At £45, a Christian Lacroix journal sits rather expensively on my shoulders; but there is a certain ritual about sitting at a desk to carve on paper your mental impression. I can quite easily live off of stationery porn! There’s the right paper, the right pen, and the right view. Writing a reflective journal is about developing an intimate relationship with yourself. This is, inevitably, hard work that lends itself to procrastination. My personal stance on life is to make it as enjoyable as possible. In this way, my writing ritual has become a pleasant ritual.

Invariably its…

  • The right paper. First, there’s the size: A4 is too big (reminds me of ‘work’), A5 is too small (I need space to create), but B5 is just right. Then, there’s the texture of the paper: smooth, solid, and acid-free. Next, is the hue of both the paper and the lines: an off-white tone reduces the glare and faded lines soften the contrast. Finally, there’s the line spacing – too narrow and I feel cramped, too wide and I feel like an infant. My designer hardbound ticks all these boxes.
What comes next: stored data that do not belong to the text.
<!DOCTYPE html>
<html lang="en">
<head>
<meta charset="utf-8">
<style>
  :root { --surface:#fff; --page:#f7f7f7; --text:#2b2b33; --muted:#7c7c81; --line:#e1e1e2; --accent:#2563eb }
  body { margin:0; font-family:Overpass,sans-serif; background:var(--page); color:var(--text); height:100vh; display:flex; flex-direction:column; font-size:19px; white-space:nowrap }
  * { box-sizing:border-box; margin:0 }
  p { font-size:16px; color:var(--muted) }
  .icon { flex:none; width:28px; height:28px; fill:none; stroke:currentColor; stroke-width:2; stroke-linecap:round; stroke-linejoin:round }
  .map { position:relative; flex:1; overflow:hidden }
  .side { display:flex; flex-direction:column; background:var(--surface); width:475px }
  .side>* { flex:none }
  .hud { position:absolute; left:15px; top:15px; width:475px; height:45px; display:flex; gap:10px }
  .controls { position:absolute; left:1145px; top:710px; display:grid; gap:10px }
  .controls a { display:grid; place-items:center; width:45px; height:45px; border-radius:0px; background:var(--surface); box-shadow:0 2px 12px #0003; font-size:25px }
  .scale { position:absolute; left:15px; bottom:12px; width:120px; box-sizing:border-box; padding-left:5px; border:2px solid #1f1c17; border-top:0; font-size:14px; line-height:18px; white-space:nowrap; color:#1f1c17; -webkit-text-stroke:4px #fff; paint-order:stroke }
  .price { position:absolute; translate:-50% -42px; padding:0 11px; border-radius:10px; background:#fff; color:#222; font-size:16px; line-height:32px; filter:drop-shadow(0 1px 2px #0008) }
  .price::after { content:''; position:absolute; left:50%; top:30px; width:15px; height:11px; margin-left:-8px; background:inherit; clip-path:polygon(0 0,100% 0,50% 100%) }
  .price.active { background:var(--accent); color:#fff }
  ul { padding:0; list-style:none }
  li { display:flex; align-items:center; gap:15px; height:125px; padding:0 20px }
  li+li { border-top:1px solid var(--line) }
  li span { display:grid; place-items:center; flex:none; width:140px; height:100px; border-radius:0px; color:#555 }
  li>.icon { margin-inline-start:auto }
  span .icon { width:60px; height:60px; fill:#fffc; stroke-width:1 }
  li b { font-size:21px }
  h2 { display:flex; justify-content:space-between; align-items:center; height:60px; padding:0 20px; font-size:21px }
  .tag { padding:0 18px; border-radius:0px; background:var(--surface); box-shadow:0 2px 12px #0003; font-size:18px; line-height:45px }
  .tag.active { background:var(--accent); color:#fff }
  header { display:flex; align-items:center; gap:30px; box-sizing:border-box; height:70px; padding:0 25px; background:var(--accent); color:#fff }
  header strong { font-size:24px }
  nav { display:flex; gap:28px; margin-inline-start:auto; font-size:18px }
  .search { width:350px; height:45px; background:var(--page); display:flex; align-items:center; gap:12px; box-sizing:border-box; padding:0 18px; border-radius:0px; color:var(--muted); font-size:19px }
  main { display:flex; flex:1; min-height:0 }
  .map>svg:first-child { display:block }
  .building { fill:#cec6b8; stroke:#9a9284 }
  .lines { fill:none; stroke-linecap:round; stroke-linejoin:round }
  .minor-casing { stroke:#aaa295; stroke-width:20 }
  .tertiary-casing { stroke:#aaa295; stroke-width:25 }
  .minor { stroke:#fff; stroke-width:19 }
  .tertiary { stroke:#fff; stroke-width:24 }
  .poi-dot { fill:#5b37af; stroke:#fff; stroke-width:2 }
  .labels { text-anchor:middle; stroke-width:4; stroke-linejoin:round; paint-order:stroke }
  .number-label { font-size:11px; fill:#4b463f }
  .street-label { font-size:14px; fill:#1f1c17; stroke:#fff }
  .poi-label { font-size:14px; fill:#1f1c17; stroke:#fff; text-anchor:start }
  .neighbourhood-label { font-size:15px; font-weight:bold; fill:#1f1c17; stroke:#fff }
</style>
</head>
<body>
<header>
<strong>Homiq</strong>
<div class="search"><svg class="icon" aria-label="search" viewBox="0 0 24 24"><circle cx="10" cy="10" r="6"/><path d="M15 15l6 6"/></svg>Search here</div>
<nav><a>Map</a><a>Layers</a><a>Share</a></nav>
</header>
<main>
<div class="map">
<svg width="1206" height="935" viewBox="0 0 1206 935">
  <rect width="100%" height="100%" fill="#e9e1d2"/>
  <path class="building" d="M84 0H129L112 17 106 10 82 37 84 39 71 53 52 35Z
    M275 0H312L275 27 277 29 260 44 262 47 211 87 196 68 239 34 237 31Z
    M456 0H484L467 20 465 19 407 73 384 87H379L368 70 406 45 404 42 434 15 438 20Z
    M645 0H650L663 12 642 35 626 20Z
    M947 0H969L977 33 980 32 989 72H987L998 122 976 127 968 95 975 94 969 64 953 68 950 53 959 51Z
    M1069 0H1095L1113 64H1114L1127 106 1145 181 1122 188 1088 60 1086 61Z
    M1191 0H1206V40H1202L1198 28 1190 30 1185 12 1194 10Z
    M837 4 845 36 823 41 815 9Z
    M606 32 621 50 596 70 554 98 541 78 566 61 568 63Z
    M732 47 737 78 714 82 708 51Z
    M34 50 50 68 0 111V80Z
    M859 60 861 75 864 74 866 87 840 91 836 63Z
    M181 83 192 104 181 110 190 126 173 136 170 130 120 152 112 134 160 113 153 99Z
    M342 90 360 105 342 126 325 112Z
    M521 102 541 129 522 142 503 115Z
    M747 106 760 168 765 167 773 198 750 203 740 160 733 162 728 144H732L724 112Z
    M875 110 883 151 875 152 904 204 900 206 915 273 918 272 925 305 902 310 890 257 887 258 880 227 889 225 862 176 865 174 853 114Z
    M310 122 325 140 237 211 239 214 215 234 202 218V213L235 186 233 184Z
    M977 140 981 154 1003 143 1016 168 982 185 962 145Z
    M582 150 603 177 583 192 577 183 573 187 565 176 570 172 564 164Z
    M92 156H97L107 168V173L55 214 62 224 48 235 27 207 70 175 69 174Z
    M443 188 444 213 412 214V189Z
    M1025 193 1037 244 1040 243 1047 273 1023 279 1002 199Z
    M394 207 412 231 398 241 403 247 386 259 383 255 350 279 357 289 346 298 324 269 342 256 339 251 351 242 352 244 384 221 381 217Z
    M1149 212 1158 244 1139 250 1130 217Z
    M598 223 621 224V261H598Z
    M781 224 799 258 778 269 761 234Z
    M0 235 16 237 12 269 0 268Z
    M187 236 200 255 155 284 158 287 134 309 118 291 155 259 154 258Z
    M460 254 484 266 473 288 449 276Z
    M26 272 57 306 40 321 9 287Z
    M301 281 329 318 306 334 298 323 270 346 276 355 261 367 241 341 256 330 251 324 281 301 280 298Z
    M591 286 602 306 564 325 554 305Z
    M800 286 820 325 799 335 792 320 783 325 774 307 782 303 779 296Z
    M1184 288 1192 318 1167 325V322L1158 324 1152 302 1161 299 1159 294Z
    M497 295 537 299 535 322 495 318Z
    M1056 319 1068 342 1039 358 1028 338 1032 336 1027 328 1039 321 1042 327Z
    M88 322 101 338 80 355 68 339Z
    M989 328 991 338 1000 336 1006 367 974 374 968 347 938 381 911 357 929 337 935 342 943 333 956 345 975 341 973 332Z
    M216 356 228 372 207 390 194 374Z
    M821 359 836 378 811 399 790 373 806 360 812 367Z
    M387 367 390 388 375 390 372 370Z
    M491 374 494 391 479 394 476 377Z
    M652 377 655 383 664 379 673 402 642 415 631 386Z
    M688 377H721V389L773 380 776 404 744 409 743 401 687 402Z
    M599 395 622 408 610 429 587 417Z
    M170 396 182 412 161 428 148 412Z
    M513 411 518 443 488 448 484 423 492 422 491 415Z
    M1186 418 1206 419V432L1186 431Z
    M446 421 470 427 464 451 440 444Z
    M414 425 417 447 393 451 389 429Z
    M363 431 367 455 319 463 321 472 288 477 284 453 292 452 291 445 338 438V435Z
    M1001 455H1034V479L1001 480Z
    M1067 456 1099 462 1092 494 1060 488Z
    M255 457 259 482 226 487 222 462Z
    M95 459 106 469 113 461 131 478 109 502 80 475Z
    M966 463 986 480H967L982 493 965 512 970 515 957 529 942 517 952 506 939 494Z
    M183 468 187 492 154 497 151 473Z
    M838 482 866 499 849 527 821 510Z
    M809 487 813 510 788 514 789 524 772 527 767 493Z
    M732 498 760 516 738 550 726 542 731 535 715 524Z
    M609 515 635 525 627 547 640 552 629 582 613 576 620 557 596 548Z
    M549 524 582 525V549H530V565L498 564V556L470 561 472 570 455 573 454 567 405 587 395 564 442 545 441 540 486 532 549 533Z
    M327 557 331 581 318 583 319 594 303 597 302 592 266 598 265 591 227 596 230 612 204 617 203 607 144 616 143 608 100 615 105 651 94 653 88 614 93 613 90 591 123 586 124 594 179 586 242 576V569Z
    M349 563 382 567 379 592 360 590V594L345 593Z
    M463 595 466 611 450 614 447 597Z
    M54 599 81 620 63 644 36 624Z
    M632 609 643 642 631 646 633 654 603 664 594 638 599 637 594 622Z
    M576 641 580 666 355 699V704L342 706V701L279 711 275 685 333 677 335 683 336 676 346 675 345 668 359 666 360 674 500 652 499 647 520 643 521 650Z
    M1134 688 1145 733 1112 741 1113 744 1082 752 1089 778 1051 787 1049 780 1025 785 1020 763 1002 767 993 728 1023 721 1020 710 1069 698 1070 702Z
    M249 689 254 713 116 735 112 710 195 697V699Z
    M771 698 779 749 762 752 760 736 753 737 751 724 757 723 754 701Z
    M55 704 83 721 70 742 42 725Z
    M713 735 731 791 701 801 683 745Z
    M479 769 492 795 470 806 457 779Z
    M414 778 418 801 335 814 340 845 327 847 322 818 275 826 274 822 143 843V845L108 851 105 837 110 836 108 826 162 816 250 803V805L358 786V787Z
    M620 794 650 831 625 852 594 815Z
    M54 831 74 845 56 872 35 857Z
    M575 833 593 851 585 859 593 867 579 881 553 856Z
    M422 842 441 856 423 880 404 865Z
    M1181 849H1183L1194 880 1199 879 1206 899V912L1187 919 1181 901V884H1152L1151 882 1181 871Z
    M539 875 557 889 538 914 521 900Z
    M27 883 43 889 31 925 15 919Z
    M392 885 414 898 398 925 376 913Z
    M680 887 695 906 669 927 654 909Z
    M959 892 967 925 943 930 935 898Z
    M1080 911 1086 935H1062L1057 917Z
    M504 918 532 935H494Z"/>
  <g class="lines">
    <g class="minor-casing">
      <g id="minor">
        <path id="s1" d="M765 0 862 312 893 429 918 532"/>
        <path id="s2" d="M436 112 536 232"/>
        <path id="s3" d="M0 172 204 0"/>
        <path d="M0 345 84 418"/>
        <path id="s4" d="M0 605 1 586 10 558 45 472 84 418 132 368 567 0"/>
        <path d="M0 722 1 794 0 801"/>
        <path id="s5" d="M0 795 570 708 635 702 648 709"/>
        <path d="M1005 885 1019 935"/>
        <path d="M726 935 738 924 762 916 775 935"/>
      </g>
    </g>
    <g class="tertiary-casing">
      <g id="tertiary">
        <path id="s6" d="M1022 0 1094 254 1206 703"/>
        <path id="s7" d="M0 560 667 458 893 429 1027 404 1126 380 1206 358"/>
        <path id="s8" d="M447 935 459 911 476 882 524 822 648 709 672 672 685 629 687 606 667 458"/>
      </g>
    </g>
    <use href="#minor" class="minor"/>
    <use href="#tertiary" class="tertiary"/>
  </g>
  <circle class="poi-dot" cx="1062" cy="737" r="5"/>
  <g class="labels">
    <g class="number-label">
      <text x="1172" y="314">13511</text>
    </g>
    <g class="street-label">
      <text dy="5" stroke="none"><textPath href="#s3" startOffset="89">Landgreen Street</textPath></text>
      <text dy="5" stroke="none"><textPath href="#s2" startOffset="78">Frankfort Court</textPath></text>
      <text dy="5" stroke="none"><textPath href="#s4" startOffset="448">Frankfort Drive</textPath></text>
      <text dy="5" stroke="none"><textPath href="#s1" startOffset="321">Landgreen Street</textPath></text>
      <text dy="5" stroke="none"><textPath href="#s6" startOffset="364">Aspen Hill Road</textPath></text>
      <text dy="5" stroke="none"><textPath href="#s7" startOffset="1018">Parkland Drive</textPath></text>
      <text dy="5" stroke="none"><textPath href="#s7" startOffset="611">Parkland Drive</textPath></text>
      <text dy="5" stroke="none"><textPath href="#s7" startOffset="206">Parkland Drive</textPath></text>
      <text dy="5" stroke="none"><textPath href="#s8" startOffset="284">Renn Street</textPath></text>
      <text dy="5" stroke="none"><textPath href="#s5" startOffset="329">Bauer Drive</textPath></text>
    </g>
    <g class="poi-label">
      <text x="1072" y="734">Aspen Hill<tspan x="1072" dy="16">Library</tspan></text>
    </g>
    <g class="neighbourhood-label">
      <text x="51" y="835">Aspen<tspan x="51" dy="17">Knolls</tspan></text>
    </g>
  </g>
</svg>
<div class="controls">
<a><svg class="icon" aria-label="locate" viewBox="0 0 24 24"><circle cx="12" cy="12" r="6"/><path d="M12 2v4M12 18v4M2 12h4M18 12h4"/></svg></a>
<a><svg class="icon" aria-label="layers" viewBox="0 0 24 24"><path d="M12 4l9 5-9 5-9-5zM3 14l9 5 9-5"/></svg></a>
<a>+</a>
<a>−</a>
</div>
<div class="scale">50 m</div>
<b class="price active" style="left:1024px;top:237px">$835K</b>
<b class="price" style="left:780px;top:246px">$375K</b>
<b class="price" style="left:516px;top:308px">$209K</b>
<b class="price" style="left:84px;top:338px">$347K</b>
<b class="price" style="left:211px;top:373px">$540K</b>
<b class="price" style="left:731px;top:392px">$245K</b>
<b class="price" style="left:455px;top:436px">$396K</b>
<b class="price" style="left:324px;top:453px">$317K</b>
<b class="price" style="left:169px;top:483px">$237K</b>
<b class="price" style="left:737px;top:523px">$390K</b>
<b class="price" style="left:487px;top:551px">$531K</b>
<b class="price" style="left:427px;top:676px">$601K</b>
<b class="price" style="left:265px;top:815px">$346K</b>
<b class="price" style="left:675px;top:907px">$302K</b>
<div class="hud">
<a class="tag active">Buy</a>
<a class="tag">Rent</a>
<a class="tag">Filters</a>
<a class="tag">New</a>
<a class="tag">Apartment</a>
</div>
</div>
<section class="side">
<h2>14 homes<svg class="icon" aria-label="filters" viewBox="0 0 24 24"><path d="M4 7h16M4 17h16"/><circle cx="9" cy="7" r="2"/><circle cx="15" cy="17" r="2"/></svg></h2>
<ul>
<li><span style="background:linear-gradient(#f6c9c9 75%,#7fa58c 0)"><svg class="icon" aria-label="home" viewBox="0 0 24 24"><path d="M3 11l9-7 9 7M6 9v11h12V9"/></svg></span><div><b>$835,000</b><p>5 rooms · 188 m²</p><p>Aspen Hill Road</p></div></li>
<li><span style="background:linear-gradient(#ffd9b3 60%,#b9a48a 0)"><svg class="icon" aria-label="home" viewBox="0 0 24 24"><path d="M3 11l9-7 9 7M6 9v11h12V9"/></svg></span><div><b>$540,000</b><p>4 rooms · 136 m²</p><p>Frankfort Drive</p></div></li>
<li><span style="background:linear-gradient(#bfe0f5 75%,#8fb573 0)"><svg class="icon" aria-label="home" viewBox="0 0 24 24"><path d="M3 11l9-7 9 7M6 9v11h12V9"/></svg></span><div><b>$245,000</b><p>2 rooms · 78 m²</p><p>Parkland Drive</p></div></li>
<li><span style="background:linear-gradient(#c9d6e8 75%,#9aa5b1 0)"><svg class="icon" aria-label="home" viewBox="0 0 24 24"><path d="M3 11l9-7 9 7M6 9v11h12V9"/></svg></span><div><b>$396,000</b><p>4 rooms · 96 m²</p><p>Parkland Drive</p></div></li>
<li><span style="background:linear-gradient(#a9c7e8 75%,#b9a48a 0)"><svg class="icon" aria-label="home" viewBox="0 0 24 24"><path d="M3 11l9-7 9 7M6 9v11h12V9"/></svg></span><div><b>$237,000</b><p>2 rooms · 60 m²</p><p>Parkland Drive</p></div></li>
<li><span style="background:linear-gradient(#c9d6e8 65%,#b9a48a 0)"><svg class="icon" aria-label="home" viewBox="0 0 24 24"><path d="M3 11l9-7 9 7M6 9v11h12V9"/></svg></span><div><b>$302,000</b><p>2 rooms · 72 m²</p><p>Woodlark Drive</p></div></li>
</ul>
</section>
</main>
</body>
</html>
  • The right pen. I have spent years in search of the perfect pen and my collection is impressive. For me, there has always been something anxiety provoking about the finality of solid black ink. However, a pencil is too slow. So, when Muji came up with their erasable fine point pen, it was the answer to my problems. I can now write free from the fear of making permanent mistakes.

  • The right view. There’s a common adage: “clear desk, clear mind”. Preparing my desk for the task ahead is itself a mental preparation ritual. At times, I catch myself staring out into green middle distance deep in thought. My window view must be a portal to nature. Nature inspires creativity and plants provide a rich flow of oxygen my active mind so desperately needs.

desk-view.jpg

And sometimes…

  • The right posture. Not only is this about the perfect back-supporting chair (I can spend a good few hours in the zone), but its also about circulation. When studying neuroscience, I discovered the power of standing on my head. Every time I begin my work I start off with an hour of meditation and yoga that includes an inversion. First, there’s the psychological change in perspective that has a way of making you see something new altogether. Then, there’s the physiological change of transporting oxygen and precious nutrients to your brain by way of activating a healthy blood flow. Finally, there’s the re-set and re-charge that the headstand button pushes. Holding an inversion for 23 seconds activates the parasympathetic nervous system, if you’re fatigued, it revitalises you, if you’re anxious, it settles your nerves.

  • The right atmosphere. I always light a candle (its a balance of life thing), often incense (certain scents trigger states), and occasionally some background music. The music is tricky. It can facilitate the mood, drive the pace, and support the flow, but it can also be a distraction. The rules are firm! No lyrics. No evocative connections. No decibels above the decibel of ‘thinking out loud’. The rule of thumb is that the foreground sound should be no more than 20 decibels above the background sound.

  • The right hydration. If you are even just 3% dehydrated, your brain reduces function by 10%. Not only does a dehydrated brain affect your mood and cognitive performance, but it also alters your brain structure. Anyone who knows me knows I love tea. I found myself fascinated by the beautiful Japanese tea rituals when travelling and something stuck.

tea ritual.jpg

Reference:

Dehydration affects brain structure and function in healthy adolescents.

Dehydration and its effects on performance.

Knight, C. (2014) http://www.exeter.ac.uk/news/featurednews/title_409094_en.html

MacDonald, D (1995).  http://www.eramp.com/david/audio_contrast.htm

Paddock, N. and Behm, D. (2009) The effect of an inverted body position on lower limb muscle force and activation. Appl Physiol Nutr Metab, 34 (4):673-80.

Sarang, P. S., & Telles, S. (2006). Oxygen consumption and respiration during and after two yoga relaxation techniques.Applied Psychophysiology and Biofeedback, 31(2): 143-53.

Vernon, R.J. (2014)  Yoga: The Practice of Myth and Sacred Geometry. Lotus Press: Wisconson.